# [Exercise aim]
For the records that follow, give the number of lines in which the word "side" occurs, with nothing added.
-- Opening Marker --
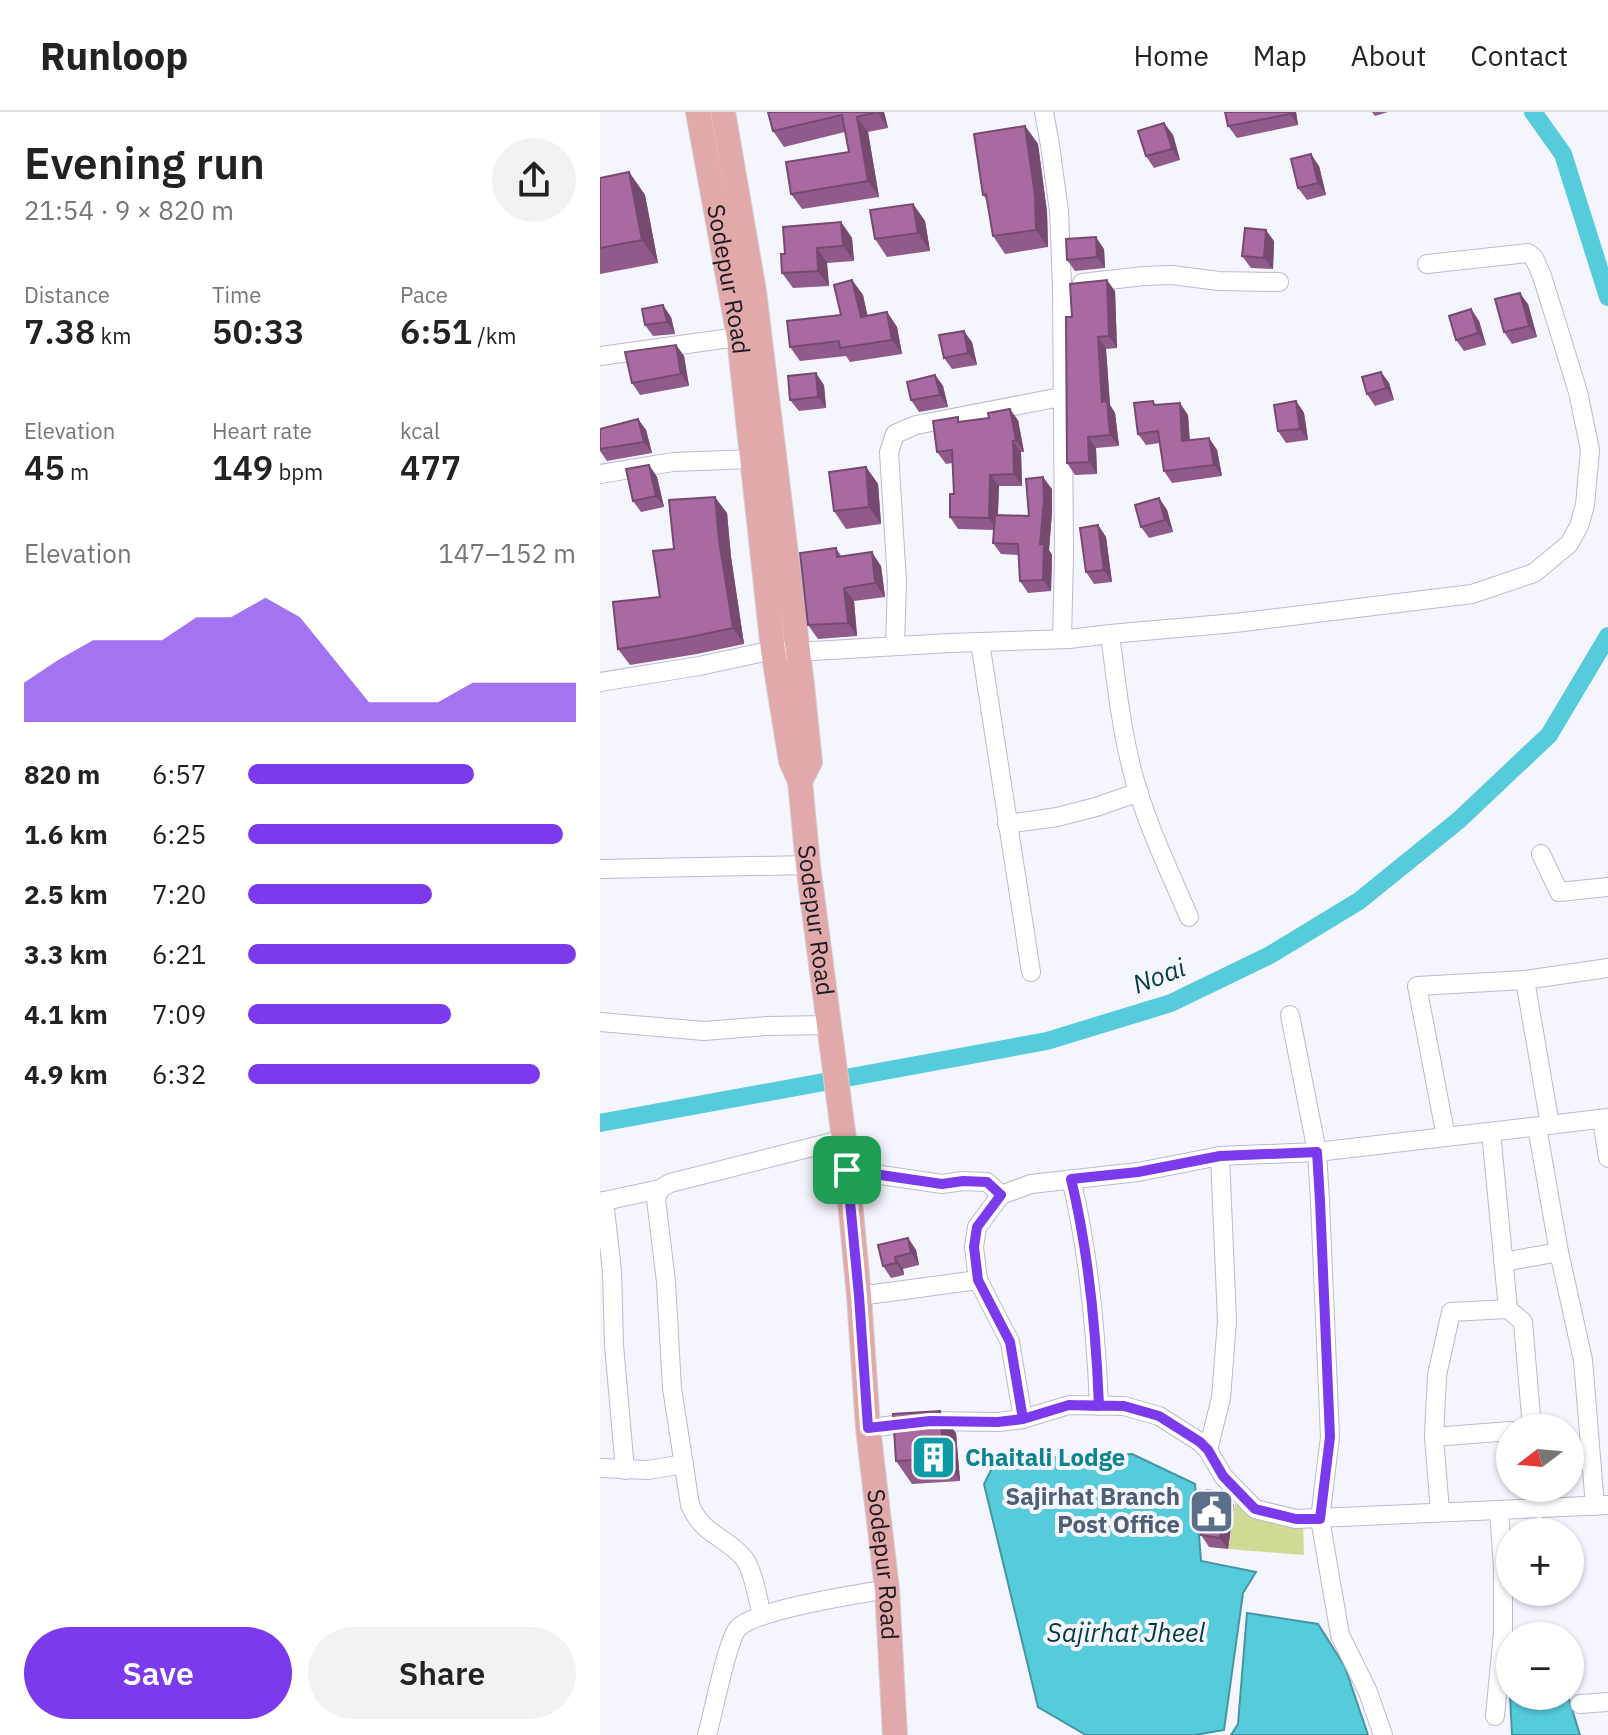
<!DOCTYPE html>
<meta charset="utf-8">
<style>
body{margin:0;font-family:"IBM Plex Sans",sans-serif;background:#f2f2f2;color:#222;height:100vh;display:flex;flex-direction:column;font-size:30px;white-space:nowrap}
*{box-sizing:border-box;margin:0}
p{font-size:26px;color:#767676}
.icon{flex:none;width:44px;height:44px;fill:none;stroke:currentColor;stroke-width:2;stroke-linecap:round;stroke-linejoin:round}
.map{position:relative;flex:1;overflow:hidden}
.side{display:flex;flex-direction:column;background:#fff;width:600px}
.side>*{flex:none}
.needle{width:52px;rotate:254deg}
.fabs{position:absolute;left:896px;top:1302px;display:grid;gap:16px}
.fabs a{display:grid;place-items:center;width:88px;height:88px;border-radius:50%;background:#fff;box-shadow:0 2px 6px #0004;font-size:40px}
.pin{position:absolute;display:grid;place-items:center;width:68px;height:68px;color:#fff;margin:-34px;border-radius:16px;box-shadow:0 4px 12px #0006}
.round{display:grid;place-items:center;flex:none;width:84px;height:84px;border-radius:42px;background:#f2f2f2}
.overview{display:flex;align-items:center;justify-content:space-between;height:136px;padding:0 24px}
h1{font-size:44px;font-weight:600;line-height:60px}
.metrics{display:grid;grid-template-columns:repeat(3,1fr);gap:12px;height:136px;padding:8px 24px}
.metrics div{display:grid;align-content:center}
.metrics b{font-size:34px;font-weight:600}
.metrics small{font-size:22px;font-weight:400}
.metrics p{font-size:22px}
.chart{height:224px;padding:16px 24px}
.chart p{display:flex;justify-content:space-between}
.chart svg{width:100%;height:144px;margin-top:8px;fill:#7c3aed;opacity:.7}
.action{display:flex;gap:16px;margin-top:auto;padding:16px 24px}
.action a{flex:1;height:92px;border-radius:48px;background:#7c3aed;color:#fff;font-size:32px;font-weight:600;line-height:92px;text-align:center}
.action a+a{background:#f2f2f2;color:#222}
ul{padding:0 24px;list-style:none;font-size:26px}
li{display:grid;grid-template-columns:128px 96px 1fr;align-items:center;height:60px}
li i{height:20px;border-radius:10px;background:#7c3aed}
header{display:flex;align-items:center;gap:48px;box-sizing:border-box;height:112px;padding:0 40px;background:#fff;border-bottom:2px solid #e0e0e0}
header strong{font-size:38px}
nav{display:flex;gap:44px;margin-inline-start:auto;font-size:28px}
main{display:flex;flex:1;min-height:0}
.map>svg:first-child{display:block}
</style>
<header>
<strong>Runloop</strong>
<nav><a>Home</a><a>Map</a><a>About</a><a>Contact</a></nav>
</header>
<main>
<section class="side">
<div class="overview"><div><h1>Evening run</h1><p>21:54 · 9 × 820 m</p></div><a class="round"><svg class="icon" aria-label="share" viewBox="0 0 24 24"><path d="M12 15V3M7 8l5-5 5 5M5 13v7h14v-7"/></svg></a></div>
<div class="metrics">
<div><p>Distance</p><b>7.38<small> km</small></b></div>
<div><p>Time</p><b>50:33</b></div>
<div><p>Pace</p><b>6:51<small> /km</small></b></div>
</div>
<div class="metrics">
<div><p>Elevation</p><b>45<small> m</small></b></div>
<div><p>Heart rate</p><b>149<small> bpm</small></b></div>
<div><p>kcal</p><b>477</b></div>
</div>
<div class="chart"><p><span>Elevation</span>147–152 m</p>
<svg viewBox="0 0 160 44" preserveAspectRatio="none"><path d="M0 44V32L10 25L20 19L30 19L40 19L50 12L60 12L70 6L80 12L90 25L100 38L110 38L120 38L130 32L140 32L150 32L160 32V44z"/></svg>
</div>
<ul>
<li><b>820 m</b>6:57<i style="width:69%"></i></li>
<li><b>1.6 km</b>6:25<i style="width:96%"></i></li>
<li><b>2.5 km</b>7:20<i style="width:56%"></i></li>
<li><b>3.3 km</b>6:21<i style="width:100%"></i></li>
<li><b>4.1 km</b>7:09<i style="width:62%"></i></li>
<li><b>4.9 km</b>6:32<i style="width:89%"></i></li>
</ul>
<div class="action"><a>Save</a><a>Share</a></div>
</section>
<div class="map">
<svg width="1008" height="1623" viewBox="0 0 1008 1623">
<rect width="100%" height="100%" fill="#f5f5fe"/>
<path fill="#cfda95" d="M635,1392L673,1405L703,1409L704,1443L628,1437Z"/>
<g fill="#56cbdc" stroke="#4596a4" stroke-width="2">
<path d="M532,1342L595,1372L601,1449L656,1460L643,1481L624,1618L595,1623H486L438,1595L384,1372L396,1348Z"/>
<path d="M647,1501L718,1512L745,1555L768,1623H631L638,1612Z"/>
<path d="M910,1584H968L980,1623H912Z"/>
</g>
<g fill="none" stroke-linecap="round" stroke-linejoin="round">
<g stroke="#56cbdc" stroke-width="18">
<path d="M933,0L963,42L1008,185"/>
<path d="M0,1011L447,929L571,891L670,843L759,789L859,708L949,623L1008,524"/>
</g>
<defs>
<g id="minor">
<path d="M444,0L450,33L459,99L462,173L464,444L462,527"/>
<path d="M482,171L544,164L572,163L619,169L679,170"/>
<path d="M0,244L152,223"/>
<path d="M0,362L73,350L152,347"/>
<path d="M510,522C516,569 521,616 533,662C546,711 569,758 589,805"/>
<path d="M380,530L431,860"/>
<path d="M295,534L297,470L289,340L295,322L316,313L461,285"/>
<path d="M0,570L99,554L173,538L196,540L350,531L469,527L510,522L635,511L872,482L934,461L969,432L979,414L985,393L990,338L978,280L942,164L934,146L928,141L827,152"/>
<path d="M407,712L457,705L496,695L539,680"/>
<path d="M941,742L959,780L1008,775"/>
<path d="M0,757L208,753"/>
<path d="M925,868L950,1013"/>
<path d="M690,903L717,1040L720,1089L730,1325L720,1407L740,1523L768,1580L783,1623"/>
<path d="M0,910L104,919L166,914L228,913"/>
<path d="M1002,1007L1008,1046"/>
<path d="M937,1015L959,1140L983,1248L995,1394"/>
<path d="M891,1020L908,1197"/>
<path d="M846,1025L817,874L925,868L1008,856"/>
<path d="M620,1044L717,1040L1008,1006"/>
<path d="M247,1058L342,1072L363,1069L387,1070L401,1083"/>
<path d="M471,1067C489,1141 496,1218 499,1294"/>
<path d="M4,1089L12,1159L14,1233L25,1358"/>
<path d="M0,1090L60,1077"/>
<path d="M903,1150L959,1140"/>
<path d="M378,1168L374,1135L377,1115L401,1083L431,1072L538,1060L620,1044L627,1209L621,1286L608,1338"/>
<path d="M259,1184L378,1168L410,1230L423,1307"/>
<path d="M268,1316L330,1309L398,1310L423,1307L469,1293L524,1294L559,1304L600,1330L608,1338L623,1364L655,1397L696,1407L1008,1393"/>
<path d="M834,1325L910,1319"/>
<path d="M0,1356L48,1358L84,1352"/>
<path d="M937,1376L939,1397"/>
<path d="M840,1400L834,1325L837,1263L851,1200L908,1197L923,1210L932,1316"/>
<path d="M162,1504C158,1488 153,1456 143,1445C123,1423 103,1423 90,1393L72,1276L66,1170L56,1087L60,1077L70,1071L244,1027"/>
<path d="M980,1592L1008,1590"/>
<path d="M895,1604L903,1520V1455L899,1399"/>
<path d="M107,1623C113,1603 127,1528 138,1516C157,1497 258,1482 287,1477"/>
</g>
<g id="major">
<path id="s1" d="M98,0L139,225L173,538L191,649L200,669L208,753L244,1027L259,1184L268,1316L287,1477L295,1623"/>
<path d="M123,0L154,179L202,573L210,650L200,669"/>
</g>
</defs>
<use href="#minor" stroke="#bbb9d0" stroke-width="20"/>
<use href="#major" stroke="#d2d1d3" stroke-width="26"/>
<use href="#minor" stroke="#fff" stroke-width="18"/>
<use href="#major" stroke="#e2a9aa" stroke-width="24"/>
</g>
<g fill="#905b8a">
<path d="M168,0H284L288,16L268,20L279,85L202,97L191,82L249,40L245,20L184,35L173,19Z"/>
<path d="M625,0H696L698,13L637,26L628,14Z"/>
<path d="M772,0H788L775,4Z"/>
<path d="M564,11L573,23L580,48L554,56L546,44Z"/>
<path d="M425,14L438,32L447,100L448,135L405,142L393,124L387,88L383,83Z"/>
<path d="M719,54L726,83L707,88L698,76Z"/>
<path d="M29,60L45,83L58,151L0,162V66Z"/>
<path d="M313,92L325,109L330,139L287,145L275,127Z"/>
<path d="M241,110L252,126L254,149L227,151L229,174L193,176L182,161L185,142Z"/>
<path d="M674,129L673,157L651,156L642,144Z"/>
<path d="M504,137L505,156L475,159L467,148Z"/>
<path d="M252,168L263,183L267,204L287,200L297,215L302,242L250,250L246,244L200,249L190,235L241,203Z"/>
<path d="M515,179L517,236L506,237L510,293L515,301L519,334L496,336L497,362L475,363L467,351L472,205Z"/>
<path d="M928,192L937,225L912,232L904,220Z"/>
<path d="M871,197L879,209L886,233L864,239L856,228Z"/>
<path d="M71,205L75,222L53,224L45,213Z"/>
<path d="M372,230L377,253L352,257L344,246Z"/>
<path d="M76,233L84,244L89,274L40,283L32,271Z"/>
<path d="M781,260L789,271L794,288L775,294L767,282Z"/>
<path d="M335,263L343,274L348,295L319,300L311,288Z"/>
<path d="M224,273L226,296L199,299L190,288Z"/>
<path d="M696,289L704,301L708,328L686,331L678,319Z"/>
<path d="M556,293L588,303L590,328L609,326L617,338L622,364L572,371L564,359L560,331L546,333L538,322Z"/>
<path d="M38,307L46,318L52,341L7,349L0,339V317Z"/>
<path d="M418,308L424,340H421L422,374H399L398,403L429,404L452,377V400L449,438L452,443L451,479L428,481L420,469L419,443L401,442L393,431L394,418L358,417L350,405L354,382L352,351L346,352L337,340L361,310Z"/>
<path d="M49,353L57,365L64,395L41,400L33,389Z"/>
<path d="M266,355L278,372L281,412L246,417L234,399Z"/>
<path d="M559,386L567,398L573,420L549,426L541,415Z"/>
<path d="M127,401L131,445L144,532L97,542L30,553L18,537L60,485L74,437Z"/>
<path d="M498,413L506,425L512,470L494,472L486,460Z"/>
<path d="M236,436L242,445L281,454L285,485L254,489L257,524L218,527L208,513Z"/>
<path d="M308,1126L316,1138L319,1153L303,1157L304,1163L291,1166L283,1154Z"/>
<path d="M356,1321L360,1369L312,1372L296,1349Z"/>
<path d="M626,1381L634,1393L628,1437L609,1435L601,1423Z"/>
</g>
<g fill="#764a70">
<path d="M277,0H284L288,16Z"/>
<path d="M690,0H696L698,13L690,2Z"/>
<path d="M257,5L268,20L279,85L268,69Z"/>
<path d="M564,11L573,23L580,48L572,37Z"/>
<path d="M425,14L438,32L447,100L448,135L436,118Z"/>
<path d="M711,42L719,54L726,83L718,71Z"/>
<path d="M29,60L45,83L58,151L42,128Z"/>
<path d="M313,92L325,109L330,139L318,121Z"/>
<path d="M241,110L252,126L254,149L243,134Z"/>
<path d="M666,118L674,129L673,157L664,146Z"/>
<path d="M496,125L504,137L505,156L497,145Z"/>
<path d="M217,136L227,151L229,174L218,159Z"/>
<path d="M252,168L263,183L271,219L261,205Z"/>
<path d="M507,168L515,179L517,236L509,224Z"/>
<path d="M920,181L928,192L937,225L929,214Z"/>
<path d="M63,193L71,205L75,222L67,210Z"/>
<path d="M871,197L879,209L886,233L878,221Z"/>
<path d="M287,200L297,215L302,242L292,228Z"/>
<path d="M364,219L372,230L377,253L368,241Z"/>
<path d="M498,225L506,237L510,293L515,301L519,334L510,323L502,290Z"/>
<path d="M76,233L84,244L89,274L81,262Z"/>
<path d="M781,260L789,271L794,288L786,276Z"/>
<path d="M216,261L224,273L226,296L218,285Z"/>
<path d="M335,263L343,274L348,295L340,283Z"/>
<path d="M696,289L704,301L708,328L700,317Z"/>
<path d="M580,291L588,303L590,341L582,329Z"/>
<path d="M410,297L418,308L424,340L416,328Z"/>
<path d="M38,307L46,318L52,341L44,330Z"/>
<path d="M488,325L496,336L497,362L489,350Z"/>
<path d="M609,326L617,338L622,364L614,353Z"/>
<path d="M413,329L421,340L422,374L414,362Z"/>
<path d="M49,353L57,365L64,395L56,384Z"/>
<path d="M266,355L278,372L281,412L269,395Z"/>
<path d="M390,363L399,374L397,418L389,406Z"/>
<path d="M443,365L452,377V400L449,438L452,443L451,479L443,468L440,432Z"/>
<path d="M115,385L127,401L131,445L144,532L133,516L119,428Z"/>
<path d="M559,386L567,398L573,420L565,408Z"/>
<path d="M498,413L506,425L512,470L504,458Z"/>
<path d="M272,440L281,454L285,485L275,471Z"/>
<path d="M244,476L254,489L257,524L248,511Z"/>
<path d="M308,1126L316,1138L319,1153L311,1141Z"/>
<path d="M295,1145L303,1157L304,1163L296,1151Z"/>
<path d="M340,1299L356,1321L360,1369L344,1346Z"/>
<path d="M626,1381L634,1393L628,1437L620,1426Z"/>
</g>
<g fill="#a86aa0" stroke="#764a70" stroke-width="2">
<path d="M168,0H277L257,5L268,69L191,82L186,50L249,40L242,3L173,19Z"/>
<path d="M625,0H690V2L628,14Z"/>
<path d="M564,11L572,37L546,44L538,19Z"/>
<path d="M425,14L435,83L436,118L393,124L386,82L383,83L374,22Z"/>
<path d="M711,42L718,71L698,76L691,47Z"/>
<path d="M29,60L42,128L0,136V66Z"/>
<path d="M313,92L318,121L275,127L270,98Z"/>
<path d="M241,110L243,134L217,136L218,159L182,161L181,142H185L183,115Z"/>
<path d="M645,116L666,118L664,146L642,144Z"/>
<path d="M496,125L497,145L467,148L466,127Z"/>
<path d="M252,168L261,205L287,200L292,228L240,236L239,229L190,235L187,209L241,203L234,173Z"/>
<path d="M507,168L509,224L498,225L502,290L507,289L510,323L488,325L489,350L467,351L466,205H472L470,172Z"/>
<path d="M920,181L929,214L904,220L895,187Z"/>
<path d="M63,193L67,210L45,213L42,197Z"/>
<path d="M871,197L878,221L856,228L849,204Z"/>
<path d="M364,219L368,241L344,246L339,223Z"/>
<path d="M76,233L81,262L32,271L25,240Z"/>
<path d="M781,260L786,276L767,282L762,265Z"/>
<path d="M216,261L218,285L190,288L188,264Z"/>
<path d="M335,263L340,283L311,288L307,270Z"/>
<path d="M553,289L554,293L580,291L582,329L609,326L614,353L564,359L558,319L538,322L534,291Z"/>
<path d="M696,289L700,317L678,319L674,293Z"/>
<path d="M410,297L416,328L413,329L414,362L390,363L389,406L350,405V382H354L352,338L337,340L333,309L358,305V310L389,306L388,301Z"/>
<path d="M38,307L44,330L0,337V317Z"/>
<path d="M49,353L56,384L33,389L26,357Z"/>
<path d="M266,355L269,395L234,399L229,360Z"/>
<path d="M443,365L444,388L440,432H444L443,468L420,469L418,432L393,431L395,403L429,404L426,367Z"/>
<path d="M115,385L119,428L133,516L85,526L18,537L13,490L60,485L53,439L74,437L69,388Z"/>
<path d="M559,386L565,408L541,415L535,393Z"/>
<path d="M498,413L504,458L486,460L480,416Z"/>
<path d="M236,436L237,445L272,440L275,471L244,476L248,511L208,513L200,441Z"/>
<path d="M308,1126L311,1141L295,1145L296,1151L283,1154L278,1133Z"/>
<path d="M340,1299L344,1346L296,1349L293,1302Z"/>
<path d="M607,1378L626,1381L620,1426L601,1423Z"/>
</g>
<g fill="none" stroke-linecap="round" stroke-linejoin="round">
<defs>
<path id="route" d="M247,1058L259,1184L268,1316L330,1309L398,1310L423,1307L469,1293L499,1294C496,1218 489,1141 471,1067L538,1060L620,1044L717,1040L720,1089L730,1325L720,1407H696L655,1397L623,1364L608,1338L600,1330L559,1304L524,1294L469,1293L423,1307L410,1230L378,1168L374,1135L377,1115L401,1083L387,1070L363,1069L342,1072L247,1058"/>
</defs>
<use href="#route" stroke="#fff" stroke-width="16"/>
<use href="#route" stroke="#7c3aed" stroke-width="10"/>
</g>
<defs>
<symbol id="building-square" viewBox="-11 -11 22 22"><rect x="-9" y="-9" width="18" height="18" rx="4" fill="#0f9aa8" stroke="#f5f5fe"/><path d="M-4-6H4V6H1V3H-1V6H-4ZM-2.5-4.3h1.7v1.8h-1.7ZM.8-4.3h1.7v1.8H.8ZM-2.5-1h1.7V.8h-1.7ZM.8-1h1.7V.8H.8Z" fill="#fff"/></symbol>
<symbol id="civic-square" viewBox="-11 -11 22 22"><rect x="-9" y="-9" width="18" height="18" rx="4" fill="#5c6f8a" stroke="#f5f5fe"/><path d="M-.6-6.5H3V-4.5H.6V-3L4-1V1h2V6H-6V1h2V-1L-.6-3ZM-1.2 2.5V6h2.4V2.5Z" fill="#fff"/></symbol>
</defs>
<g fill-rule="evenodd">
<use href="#building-square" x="308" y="1320" width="51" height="51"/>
<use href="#civic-square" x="586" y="1374" width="51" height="51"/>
</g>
<g text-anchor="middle" stroke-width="8" stroke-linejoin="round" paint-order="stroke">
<g font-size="24" fill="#1c1b23" stroke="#f5f5fe">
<text dy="8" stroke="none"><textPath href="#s1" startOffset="170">Sodepur Road</textPath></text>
<text dy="8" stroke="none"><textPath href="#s1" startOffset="818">Sodepur Road</textPath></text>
<text dy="8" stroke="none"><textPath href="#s1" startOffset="1466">Sodepur Road</textPath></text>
</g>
<g font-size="24" font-weight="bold" fill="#0d838f" stroke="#f5f5fe" text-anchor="start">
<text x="365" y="1354">Chaitali Lodge</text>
</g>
<g font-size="24" font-weight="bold" fill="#4e5e75" stroke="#f5f5fe" text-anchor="end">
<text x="580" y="1393">Sajirhat Branch<tspan x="580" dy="28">Post Office</tspan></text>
</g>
<g font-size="26" font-style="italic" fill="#013b42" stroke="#f5f5fe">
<text transform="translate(559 864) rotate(-21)" y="9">Noai</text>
<text x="526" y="1530">Sajirhat Jheel</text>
</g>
</g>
</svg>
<div class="fabs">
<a><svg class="needle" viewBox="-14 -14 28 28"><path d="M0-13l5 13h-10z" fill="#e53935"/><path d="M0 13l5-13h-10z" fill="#767676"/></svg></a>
<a>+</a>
<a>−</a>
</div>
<div class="pin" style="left:247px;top:1058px;background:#1e9e55"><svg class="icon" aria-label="arrive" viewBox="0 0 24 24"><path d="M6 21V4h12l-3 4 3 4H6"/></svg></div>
</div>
</main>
-- Closing Marker --
# [Exercise answer]
3